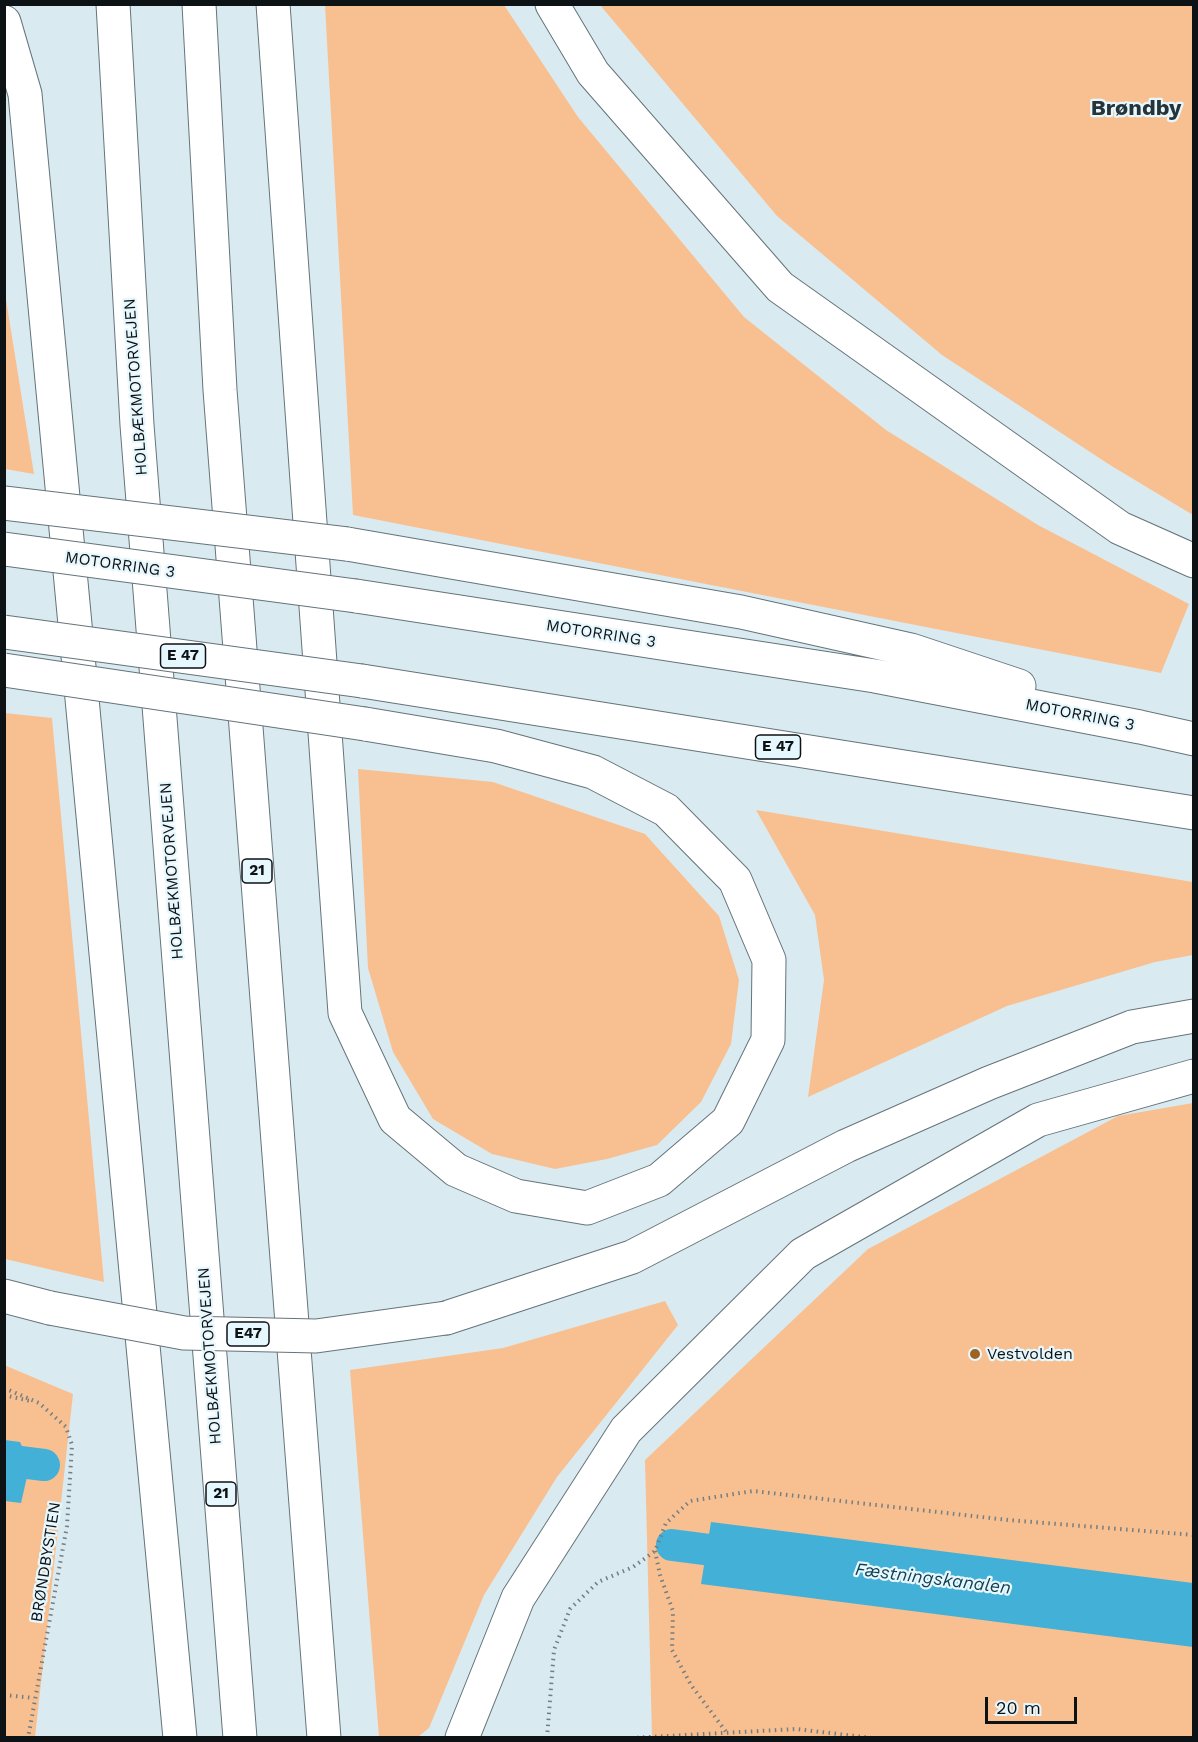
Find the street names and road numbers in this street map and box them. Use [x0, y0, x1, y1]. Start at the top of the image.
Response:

━━━━━━━━━━━━━━━━━━━━━━━━━━━━━━

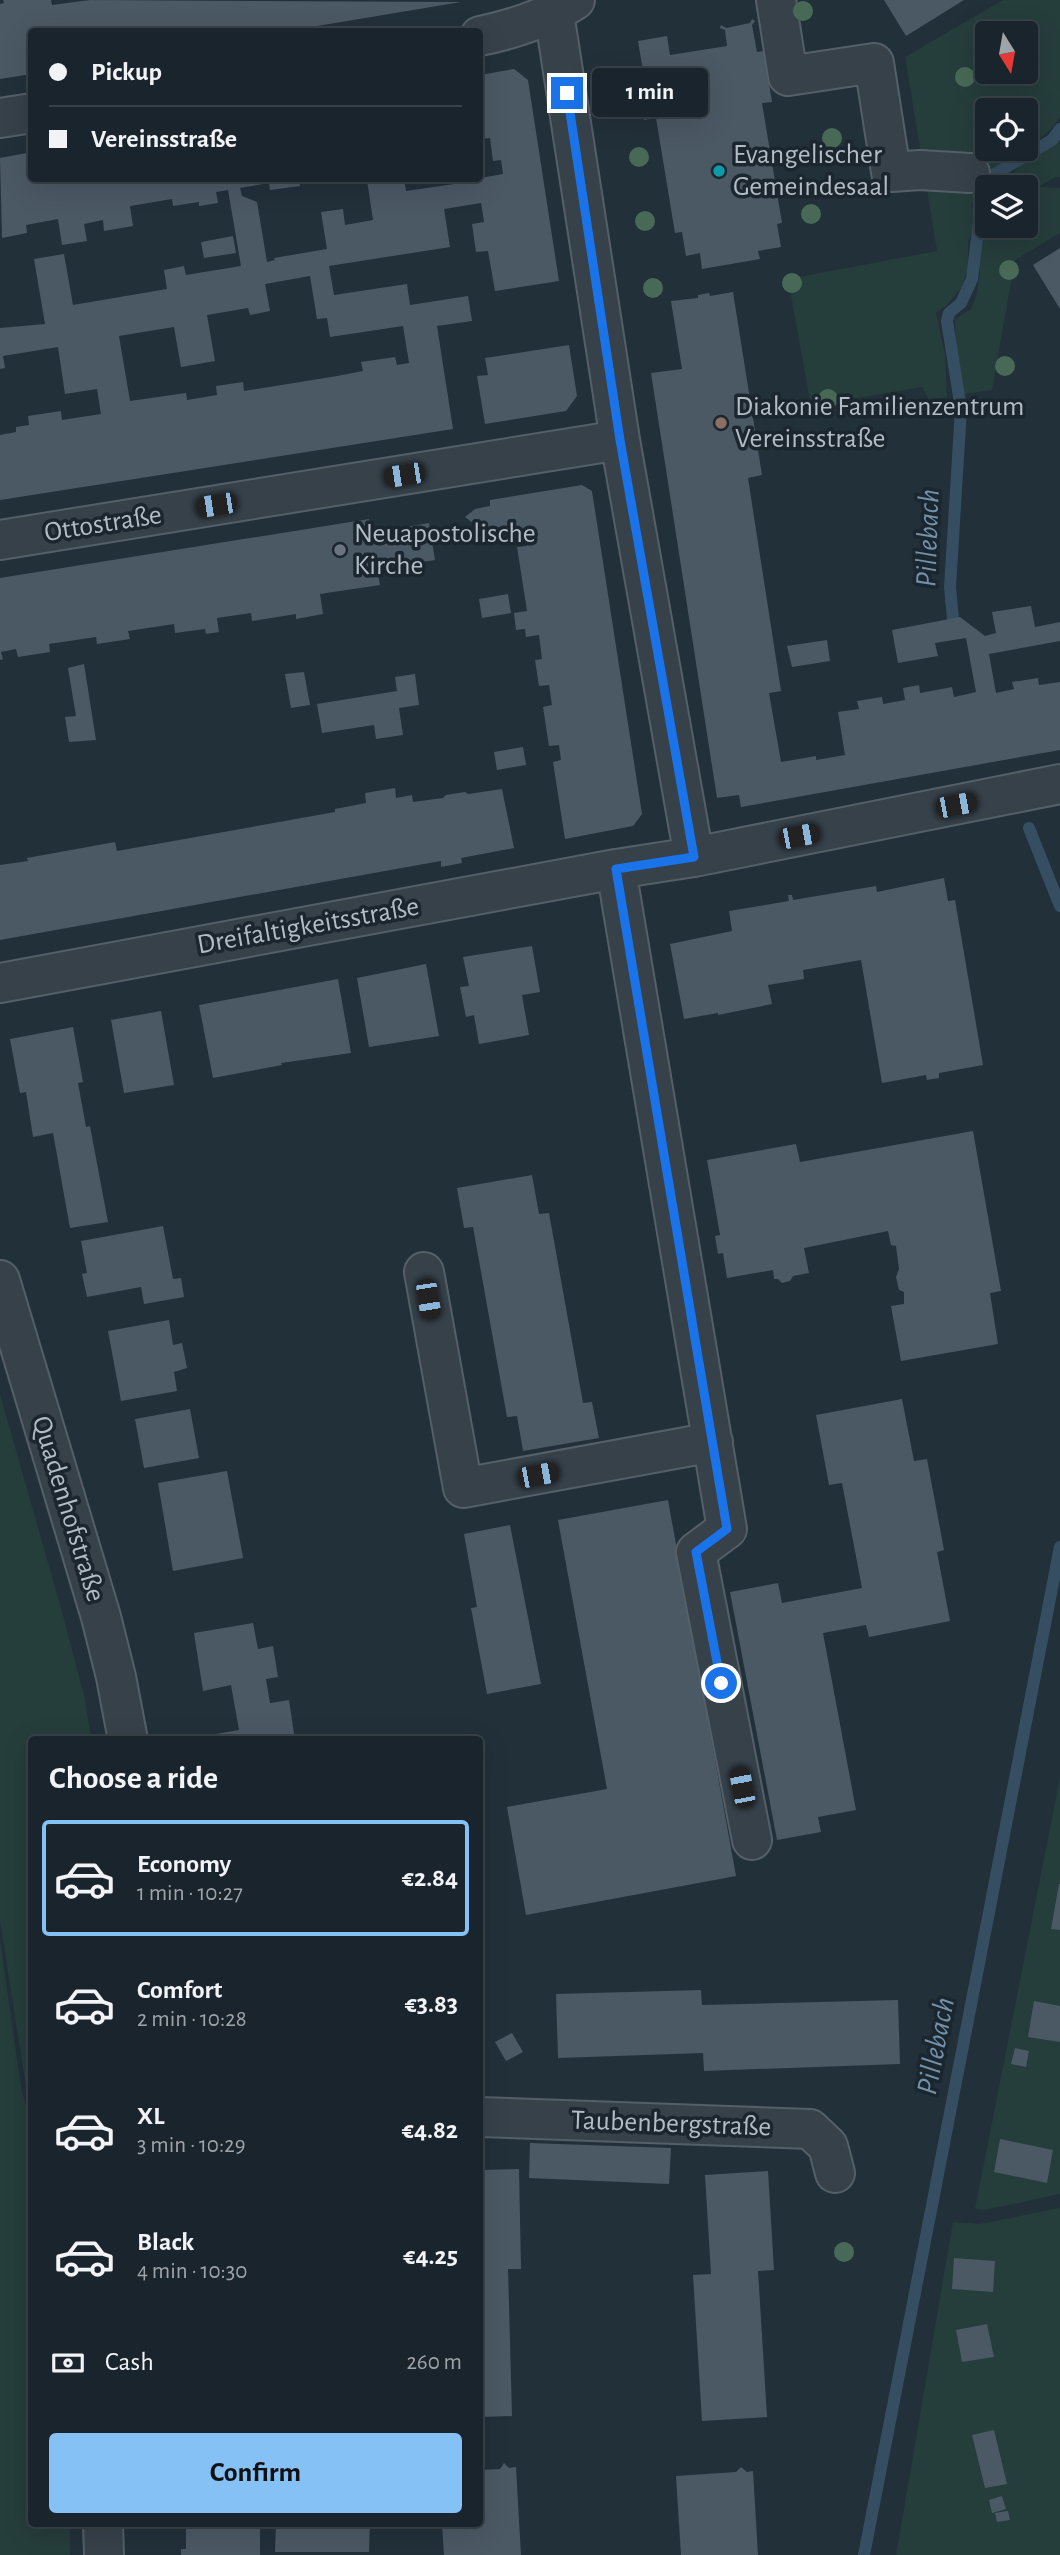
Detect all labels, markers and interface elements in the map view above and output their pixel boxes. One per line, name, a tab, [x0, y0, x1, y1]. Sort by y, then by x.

━━━━━━━━━━━━━━━━━━━━━━━━━━━━━━

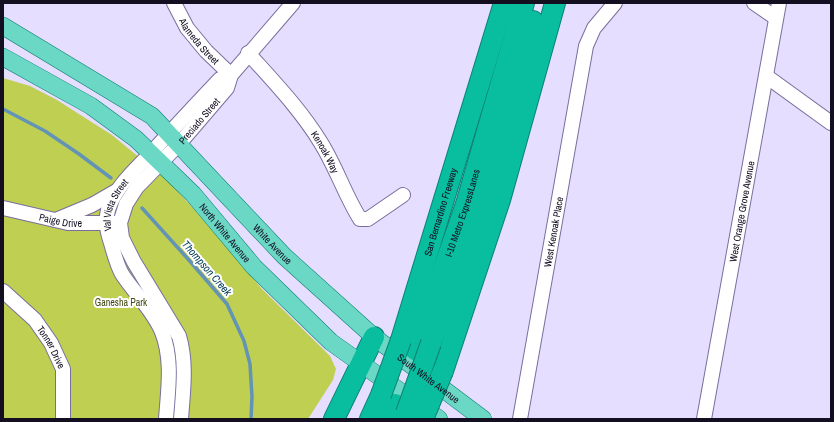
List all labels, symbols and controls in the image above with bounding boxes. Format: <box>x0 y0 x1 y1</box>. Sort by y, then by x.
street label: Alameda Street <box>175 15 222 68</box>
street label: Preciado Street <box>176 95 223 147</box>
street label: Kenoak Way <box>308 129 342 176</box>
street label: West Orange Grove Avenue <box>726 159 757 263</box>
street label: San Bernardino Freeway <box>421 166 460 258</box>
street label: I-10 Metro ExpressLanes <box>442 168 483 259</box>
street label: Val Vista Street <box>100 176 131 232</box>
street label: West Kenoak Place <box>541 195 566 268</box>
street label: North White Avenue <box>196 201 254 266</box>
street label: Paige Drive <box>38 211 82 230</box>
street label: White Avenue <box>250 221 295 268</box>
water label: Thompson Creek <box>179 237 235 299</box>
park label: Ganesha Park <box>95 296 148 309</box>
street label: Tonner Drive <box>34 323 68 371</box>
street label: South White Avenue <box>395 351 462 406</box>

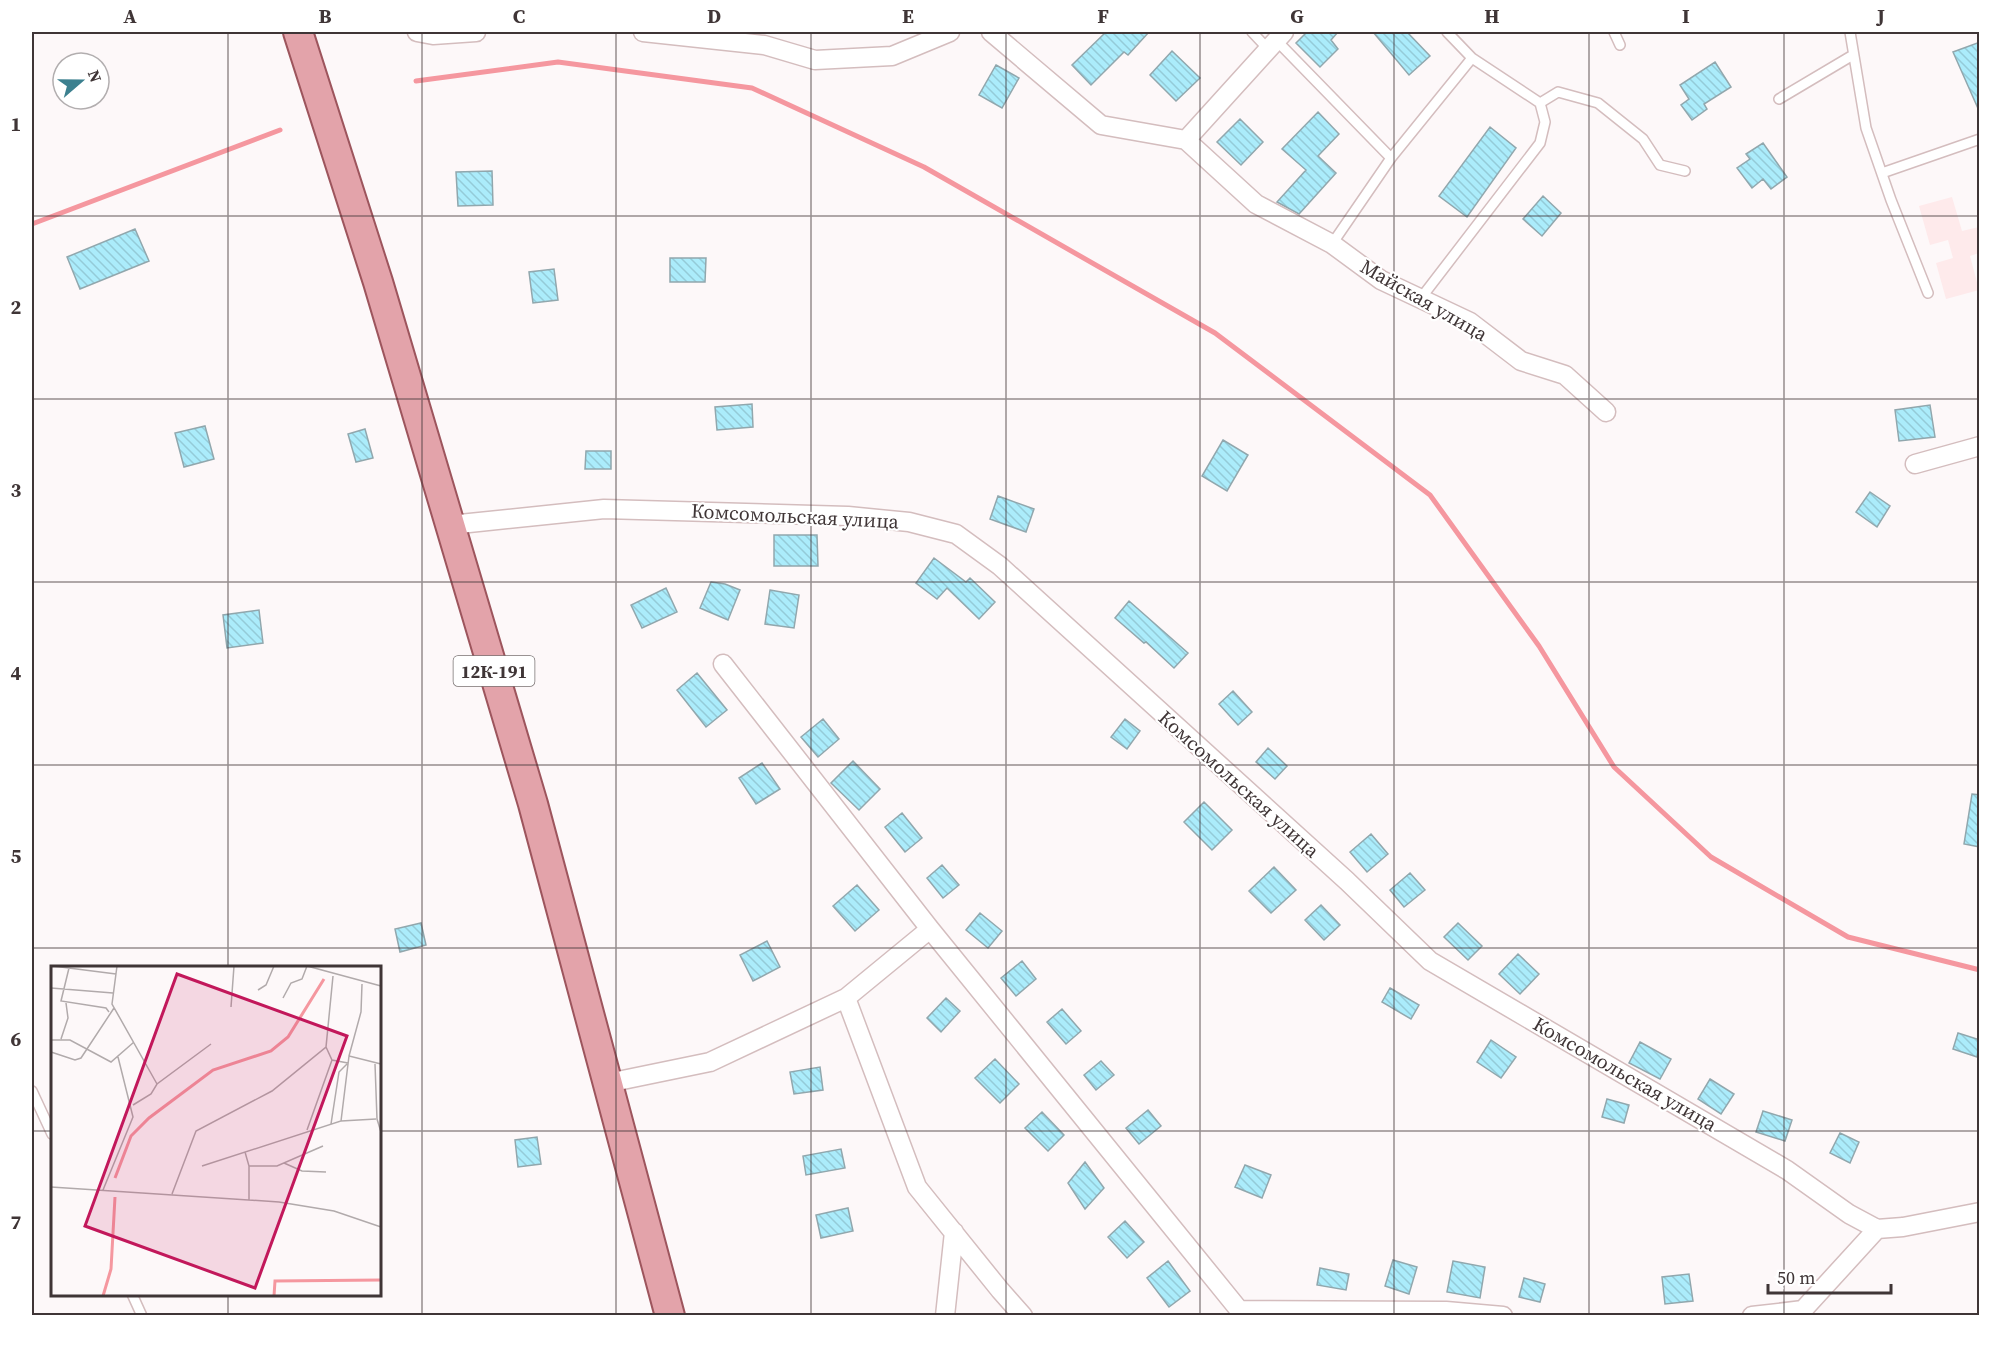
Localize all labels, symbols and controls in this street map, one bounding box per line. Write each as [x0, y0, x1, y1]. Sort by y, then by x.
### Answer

━━━━━━━━━━━━━━━━━━━━━━━━━━━━━━

**EXERCISE DIRECTIONS**. Find every line above that includes the word "this" and report only how many there are.

**ANSWER TO THE PROBLEM**. 2